Inhibition of bacteria by allicin vapor and solutions. (A) Bacteria-seeded agar in a Petri plate inverted over a drop of allicin solution in the lid prevents the growth of the bacteria and leads to a clear zone after incubation. (B) In this variation of the test the inoculum was spread over the surface of agar medium with a Drigalski spatula and allowed to grow overnight at 37 °C to make a lawn on the surface before inverting the plate over a droplet of allicin solution. A replica plate was then prepared from the lawn using a sterile velvet pad and this showed that the growth of bacteria was not only prevented by allicin vapor, but that bacteria in a pre-existing lawn can also be killed outright. (C) Agar diffusion test showing the inhibition of the growth of three strains of lung pathogenic Haemophilus influenzae (strains 2019, R2866, and 86-028 NP) spread over the surface of agar medium with a Drigalski spatula.

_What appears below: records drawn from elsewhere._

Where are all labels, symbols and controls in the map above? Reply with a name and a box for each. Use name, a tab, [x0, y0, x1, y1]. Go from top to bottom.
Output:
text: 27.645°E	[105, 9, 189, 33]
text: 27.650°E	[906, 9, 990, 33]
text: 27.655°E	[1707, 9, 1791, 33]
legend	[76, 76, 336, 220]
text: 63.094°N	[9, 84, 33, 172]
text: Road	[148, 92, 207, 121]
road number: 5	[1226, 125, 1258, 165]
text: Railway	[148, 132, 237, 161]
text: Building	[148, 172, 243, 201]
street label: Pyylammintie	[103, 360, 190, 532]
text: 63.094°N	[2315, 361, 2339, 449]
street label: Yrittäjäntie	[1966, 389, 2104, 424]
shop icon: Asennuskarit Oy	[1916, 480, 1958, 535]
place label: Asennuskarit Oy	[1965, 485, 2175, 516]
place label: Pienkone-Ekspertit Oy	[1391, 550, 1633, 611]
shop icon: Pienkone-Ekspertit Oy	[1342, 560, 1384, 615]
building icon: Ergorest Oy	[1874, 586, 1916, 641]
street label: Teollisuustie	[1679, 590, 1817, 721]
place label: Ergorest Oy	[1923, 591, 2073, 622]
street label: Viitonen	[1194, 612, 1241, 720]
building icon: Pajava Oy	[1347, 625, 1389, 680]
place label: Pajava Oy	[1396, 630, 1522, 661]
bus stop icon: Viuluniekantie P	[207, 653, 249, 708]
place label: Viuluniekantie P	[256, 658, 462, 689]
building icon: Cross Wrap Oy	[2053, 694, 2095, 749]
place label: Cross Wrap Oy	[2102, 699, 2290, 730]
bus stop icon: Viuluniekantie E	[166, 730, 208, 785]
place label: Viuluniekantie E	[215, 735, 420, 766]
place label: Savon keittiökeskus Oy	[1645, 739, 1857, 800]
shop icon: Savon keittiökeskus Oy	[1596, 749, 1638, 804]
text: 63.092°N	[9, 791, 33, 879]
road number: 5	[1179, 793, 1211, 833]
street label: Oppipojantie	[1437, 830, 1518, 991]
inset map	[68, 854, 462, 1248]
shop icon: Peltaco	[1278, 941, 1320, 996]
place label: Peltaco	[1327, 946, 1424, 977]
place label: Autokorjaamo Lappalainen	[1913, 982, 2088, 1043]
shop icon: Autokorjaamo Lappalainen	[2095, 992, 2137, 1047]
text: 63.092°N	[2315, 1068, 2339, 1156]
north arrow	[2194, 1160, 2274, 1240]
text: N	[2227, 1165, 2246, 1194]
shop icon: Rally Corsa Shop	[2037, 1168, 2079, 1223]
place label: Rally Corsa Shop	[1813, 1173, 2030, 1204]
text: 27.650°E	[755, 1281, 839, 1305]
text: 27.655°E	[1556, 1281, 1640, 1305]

Allicin solution (20 µL) at 5, 20 or 80 mM was pipetted into wells in the bacteria-seeded agar. (D) Agar plates of the 2019 and R2866 H. influenzae strains were inverted over a 20 µL droplet of allicin solution at 10, 20 or 80 mM (absolute amounts = 32.5, 65, 130, and 260 µg allicin, respectively). Plates were incubated for 17 h at 37 °C.